*** Opening Input data ***

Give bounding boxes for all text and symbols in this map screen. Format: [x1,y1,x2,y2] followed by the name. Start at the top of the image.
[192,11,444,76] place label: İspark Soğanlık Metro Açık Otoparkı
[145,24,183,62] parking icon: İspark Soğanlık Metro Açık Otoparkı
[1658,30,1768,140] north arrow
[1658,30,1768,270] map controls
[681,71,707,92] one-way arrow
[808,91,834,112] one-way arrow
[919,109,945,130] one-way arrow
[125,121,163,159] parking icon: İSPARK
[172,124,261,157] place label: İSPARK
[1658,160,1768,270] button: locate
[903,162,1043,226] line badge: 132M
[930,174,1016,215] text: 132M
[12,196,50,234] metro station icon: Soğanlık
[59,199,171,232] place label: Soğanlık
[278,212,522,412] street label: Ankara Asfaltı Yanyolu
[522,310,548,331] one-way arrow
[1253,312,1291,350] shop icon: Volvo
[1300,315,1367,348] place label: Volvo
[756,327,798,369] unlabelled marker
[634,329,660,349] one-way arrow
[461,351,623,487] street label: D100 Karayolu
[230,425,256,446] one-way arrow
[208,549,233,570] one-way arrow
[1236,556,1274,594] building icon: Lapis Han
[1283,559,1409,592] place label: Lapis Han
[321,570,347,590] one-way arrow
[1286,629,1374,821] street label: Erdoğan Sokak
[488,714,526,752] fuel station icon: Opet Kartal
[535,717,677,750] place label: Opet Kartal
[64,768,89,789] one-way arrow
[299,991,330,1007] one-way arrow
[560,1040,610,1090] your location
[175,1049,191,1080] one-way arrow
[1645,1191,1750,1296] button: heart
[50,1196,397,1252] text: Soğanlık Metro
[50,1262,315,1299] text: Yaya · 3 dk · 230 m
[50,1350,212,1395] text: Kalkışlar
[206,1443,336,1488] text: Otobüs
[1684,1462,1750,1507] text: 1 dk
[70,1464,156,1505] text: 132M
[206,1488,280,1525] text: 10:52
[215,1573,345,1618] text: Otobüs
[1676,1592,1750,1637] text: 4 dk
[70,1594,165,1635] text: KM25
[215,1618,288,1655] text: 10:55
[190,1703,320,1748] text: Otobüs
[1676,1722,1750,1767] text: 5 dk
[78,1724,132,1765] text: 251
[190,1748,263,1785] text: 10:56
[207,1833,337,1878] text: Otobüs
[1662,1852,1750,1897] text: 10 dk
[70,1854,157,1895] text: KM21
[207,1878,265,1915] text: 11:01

*** Closing Input data ***

◆ How to complete this task:
Copy the records above exactly as they appear.

◆ Task output:
Give bounding boxes for all text and symbols in this map screen. Format: [x1,y1,x2,y2] followed by the name. Start at the top of the image.
[192,11,444,76] place label: İspark Soğanlık Metro Açık Otoparkı
[145,24,183,62] parking icon: İspark Soğanlık Metro Açık Otoparkı
[1658,30,1768,140] north arrow
[1658,30,1768,270] map controls
[681,71,707,92] one-way arrow
[808,91,834,112] one-way arrow
[919,109,945,130] one-way arrow
[125,121,163,159] parking icon: İSPARK
[172,124,261,157] place label: İSPARK
[1658,160,1768,270] button: locate
[903,162,1043,226] line badge: 132M
[930,174,1016,215] text: 132M
[12,196,50,234] metro station icon: Soğanlık
[59,199,171,232] place label: Soğanlık
[278,212,522,412] street label: Ankara Asfaltı Yanyolu
[522,310,548,331] one-way arrow
[1253,312,1291,350] shop icon: Volvo
[1300,315,1367,348] place label: Volvo
[756,327,798,369] unlabelled marker
[634,329,660,349] one-way arrow
[461,351,623,487] street label: D100 Karayolu
[230,425,256,446] one-way arrow
[208,549,233,570] one-way arrow
[1236,556,1274,594] building icon: Lapis Han
[1283,559,1409,592] place label: Lapis Han
[321,570,347,590] one-way arrow
[1286,629,1374,821] street label: Erdoğan Sokak
[488,714,526,752] fuel station icon: Opet Kartal
[535,717,677,750] place label: Opet Kartal
[64,768,89,789] one-way arrow
[299,991,330,1007] one-way arrow
[560,1040,610,1090] your location
[175,1049,191,1080] one-way arrow
[1645,1191,1750,1296] button: heart
[50,1196,397,1252] text: Soğanlık Metro
[50,1262,315,1299] text: Yaya · 3 dk · 230 m
[50,1350,212,1395] text: Kalkışlar
[206,1443,336,1488] text: Otobüs
[1684,1462,1750,1507] text: 1 dk
[70,1464,156,1505] text: 132M
[206,1488,280,1525] text: 10:52
[215,1573,345,1618] text: Otobüs
[1676,1592,1750,1637] text: 4 dk
[70,1594,165,1635] text: KM25
[215,1618,288,1655] text: 10:55
[190,1703,320,1748] text: Otobüs
[1676,1722,1750,1767] text: 5 dk
[78,1724,132,1765] text: 251
[190,1748,263,1785] text: 10:56
[207,1833,337,1878] text: Otobüs
[1662,1852,1750,1897] text: 10 dk
[70,1854,157,1895] text: KM21
[207,1878,265,1915] text: 11:01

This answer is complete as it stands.